▶ **About this task**
Go through the following data and transcribe exactly the stretch of lines from the one holding "Quick job: Give" to the one holding "as JSON. List", both included.

======

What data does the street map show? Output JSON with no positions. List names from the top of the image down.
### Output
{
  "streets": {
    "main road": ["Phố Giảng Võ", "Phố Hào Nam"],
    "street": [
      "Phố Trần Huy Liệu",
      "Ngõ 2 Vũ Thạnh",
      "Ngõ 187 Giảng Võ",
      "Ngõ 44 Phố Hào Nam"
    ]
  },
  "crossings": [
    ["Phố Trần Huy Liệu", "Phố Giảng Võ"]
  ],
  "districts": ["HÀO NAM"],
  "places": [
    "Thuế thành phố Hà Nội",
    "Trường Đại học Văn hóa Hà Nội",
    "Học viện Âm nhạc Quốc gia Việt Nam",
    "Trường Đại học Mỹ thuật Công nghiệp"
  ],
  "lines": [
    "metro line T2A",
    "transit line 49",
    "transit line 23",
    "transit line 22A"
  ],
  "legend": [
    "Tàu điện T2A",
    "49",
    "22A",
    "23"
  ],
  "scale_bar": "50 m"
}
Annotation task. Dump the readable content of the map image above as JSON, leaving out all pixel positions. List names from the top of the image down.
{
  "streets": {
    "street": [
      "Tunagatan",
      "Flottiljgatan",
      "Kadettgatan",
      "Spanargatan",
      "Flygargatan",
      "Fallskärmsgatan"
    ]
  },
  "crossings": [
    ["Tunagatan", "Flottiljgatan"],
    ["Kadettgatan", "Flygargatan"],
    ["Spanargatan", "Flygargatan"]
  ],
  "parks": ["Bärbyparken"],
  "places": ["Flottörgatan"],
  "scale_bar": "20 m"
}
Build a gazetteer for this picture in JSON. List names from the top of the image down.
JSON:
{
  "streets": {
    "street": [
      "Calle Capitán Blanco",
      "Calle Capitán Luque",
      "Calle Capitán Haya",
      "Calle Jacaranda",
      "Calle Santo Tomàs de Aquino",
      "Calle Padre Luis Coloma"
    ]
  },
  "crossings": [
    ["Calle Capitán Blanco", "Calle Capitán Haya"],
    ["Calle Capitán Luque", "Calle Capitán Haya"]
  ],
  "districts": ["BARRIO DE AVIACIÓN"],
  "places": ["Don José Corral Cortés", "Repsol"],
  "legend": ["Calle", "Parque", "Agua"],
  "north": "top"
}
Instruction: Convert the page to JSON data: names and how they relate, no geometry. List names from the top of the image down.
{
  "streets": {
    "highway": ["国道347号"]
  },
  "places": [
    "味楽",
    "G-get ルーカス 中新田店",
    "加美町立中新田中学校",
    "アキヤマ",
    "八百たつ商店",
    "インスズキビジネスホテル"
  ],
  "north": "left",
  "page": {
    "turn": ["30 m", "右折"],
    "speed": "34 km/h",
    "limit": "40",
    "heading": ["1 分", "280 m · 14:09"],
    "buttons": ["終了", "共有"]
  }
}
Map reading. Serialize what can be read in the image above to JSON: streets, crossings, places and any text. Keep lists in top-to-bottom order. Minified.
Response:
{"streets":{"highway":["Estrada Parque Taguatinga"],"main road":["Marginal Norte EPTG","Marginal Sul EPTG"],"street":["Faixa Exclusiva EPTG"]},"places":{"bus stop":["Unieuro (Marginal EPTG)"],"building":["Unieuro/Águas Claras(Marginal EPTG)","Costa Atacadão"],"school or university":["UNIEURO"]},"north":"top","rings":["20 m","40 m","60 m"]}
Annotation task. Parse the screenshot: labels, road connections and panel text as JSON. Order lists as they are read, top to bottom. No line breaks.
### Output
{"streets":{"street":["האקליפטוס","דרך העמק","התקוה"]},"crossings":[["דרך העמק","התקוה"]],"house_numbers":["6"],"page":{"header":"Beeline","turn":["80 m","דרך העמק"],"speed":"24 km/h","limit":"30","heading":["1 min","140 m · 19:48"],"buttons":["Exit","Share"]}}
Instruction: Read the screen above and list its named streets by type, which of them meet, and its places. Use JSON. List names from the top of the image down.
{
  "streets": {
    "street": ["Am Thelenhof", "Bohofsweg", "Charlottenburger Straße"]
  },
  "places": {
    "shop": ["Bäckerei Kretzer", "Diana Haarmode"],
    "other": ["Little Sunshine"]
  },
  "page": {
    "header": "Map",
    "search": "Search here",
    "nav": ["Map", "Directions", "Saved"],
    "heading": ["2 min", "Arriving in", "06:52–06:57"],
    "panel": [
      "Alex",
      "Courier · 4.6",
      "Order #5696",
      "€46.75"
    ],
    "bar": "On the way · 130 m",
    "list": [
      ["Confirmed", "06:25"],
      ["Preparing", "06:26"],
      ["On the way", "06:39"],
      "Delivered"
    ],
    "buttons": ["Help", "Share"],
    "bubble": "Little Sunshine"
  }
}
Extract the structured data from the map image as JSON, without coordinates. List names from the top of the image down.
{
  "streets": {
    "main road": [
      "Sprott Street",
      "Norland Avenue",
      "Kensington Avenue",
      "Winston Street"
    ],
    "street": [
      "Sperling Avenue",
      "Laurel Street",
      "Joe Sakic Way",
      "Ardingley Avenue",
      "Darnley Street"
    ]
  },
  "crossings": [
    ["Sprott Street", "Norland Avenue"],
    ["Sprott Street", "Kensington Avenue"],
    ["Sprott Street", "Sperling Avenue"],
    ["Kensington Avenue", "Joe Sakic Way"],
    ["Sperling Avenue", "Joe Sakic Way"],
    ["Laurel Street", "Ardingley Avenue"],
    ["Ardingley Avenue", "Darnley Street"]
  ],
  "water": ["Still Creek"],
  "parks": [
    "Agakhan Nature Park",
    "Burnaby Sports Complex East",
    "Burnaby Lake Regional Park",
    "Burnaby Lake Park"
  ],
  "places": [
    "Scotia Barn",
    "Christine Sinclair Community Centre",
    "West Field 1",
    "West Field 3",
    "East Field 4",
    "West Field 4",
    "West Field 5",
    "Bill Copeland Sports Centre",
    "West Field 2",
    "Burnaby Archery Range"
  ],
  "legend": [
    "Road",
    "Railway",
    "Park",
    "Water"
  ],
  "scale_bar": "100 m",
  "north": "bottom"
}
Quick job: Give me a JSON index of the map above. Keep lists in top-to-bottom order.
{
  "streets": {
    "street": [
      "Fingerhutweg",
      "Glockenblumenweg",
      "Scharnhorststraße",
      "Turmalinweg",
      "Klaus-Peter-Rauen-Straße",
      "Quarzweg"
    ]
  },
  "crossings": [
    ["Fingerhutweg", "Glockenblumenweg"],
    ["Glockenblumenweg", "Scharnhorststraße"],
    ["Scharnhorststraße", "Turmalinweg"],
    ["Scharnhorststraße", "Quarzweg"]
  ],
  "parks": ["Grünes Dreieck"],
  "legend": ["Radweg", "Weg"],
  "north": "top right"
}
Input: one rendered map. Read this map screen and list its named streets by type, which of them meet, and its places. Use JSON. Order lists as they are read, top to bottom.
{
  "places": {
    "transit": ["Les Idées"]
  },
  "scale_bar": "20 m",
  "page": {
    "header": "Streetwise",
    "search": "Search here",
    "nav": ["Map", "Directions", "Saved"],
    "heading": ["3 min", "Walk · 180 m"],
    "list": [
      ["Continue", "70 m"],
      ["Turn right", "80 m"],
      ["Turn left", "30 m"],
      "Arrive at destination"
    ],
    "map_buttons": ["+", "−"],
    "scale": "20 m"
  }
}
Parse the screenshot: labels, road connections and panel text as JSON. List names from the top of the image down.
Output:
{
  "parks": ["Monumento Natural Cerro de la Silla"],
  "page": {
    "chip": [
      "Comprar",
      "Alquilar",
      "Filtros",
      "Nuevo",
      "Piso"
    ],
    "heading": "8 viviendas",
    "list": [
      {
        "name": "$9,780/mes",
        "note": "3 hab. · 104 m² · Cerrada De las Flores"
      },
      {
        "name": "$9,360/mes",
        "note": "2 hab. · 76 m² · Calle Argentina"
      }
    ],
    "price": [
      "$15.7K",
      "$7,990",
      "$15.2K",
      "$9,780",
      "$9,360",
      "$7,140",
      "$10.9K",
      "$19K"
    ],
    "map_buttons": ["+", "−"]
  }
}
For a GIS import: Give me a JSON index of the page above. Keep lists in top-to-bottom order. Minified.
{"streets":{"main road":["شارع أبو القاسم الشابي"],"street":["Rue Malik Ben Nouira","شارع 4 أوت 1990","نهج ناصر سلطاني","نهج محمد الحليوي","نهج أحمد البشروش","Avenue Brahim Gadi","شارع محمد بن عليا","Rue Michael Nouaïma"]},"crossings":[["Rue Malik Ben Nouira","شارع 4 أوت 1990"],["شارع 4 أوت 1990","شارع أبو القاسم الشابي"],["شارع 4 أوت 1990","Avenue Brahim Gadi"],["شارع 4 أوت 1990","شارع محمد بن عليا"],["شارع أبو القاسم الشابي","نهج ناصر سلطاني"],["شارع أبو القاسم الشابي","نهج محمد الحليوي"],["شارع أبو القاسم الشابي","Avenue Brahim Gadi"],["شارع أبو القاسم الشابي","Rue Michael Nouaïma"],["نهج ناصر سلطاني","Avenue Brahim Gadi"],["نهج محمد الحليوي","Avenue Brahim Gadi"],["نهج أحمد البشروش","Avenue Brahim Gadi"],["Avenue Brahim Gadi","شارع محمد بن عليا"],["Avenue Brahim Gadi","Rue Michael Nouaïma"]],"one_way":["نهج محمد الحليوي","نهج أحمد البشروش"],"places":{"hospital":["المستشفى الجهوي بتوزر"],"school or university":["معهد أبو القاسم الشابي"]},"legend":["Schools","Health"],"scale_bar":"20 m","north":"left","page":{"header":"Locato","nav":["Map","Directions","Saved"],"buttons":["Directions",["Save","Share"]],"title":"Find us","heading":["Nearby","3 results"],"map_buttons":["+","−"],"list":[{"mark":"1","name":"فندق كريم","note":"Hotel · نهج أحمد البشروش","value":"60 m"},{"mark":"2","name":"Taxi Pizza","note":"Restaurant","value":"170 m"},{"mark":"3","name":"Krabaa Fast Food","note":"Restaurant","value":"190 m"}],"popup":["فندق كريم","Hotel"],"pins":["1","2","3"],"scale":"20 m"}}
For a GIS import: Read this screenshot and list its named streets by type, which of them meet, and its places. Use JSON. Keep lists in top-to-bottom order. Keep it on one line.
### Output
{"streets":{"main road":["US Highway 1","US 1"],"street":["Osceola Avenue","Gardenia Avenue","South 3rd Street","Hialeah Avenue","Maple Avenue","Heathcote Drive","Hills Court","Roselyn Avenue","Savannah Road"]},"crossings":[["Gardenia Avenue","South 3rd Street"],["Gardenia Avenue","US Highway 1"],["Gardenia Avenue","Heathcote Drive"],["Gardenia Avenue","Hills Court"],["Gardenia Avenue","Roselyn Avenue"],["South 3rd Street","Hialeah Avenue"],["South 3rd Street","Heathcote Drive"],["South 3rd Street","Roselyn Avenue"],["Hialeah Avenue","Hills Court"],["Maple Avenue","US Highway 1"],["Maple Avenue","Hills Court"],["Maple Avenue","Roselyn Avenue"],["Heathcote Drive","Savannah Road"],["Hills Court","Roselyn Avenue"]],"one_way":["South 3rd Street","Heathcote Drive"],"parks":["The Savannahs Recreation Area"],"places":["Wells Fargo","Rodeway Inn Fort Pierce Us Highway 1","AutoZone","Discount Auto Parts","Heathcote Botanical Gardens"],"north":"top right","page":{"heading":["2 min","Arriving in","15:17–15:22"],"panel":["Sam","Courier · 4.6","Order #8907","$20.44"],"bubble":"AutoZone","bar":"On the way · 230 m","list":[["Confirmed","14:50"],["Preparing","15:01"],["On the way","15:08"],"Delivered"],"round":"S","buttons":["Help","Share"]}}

======

▶ **Answer for the task**
Quick job: Give me a JSON index of the map above. Keep lists in top-to-bottom order.
{
  "streets": {
    "street": [
      "Fingerhutweg",
      "Glockenblumenweg",
      "Scharnhorststraße",
      "Turmalinweg",
      "Klaus-Peter-Rauen-Straße",
      "Quarzweg"
    ]
  },
  "crossings": [
    ["Fingerhutweg", "Glockenblumenweg"],
    ["Glockenblumenweg", "Scharnhorststraße"],
    ["Scharnhorststraße", "Turmalinweg"],
    ["Scharnhorststraße", "Quarzweg"]
  ],
  "parks": ["Grünes Dreieck"],
  "legend": ["Radweg", "Weg"],
  "north": "top right"
}
Input: one rendered map. Read this map screen and list its named streets by type, which of them meet, and its places. Use JSON. Order lists as they are read, top to bottom.
{
  "places": {
    "transit": ["Les Idées"]
  },
  "scale_bar": "20 m",
  "page": {
    "header": "Streetwise",
    "search": "Search here",
    "nav": ["Map", "Directions", "Saved"],
    "heading": ["3 min", "Walk · 180 m"],
    "list": [
      ["Continue", "70 m"],
      ["Turn right", "80 m"],
      ["Turn left", "30 m"],
      "Arrive at destination"
    ],
    "map_buttons": ["+", "−"],
    "scale": "20 m"
  }
}
Parse the screenshot: labels, road connections and panel text as JSON. List names from the top of the image down.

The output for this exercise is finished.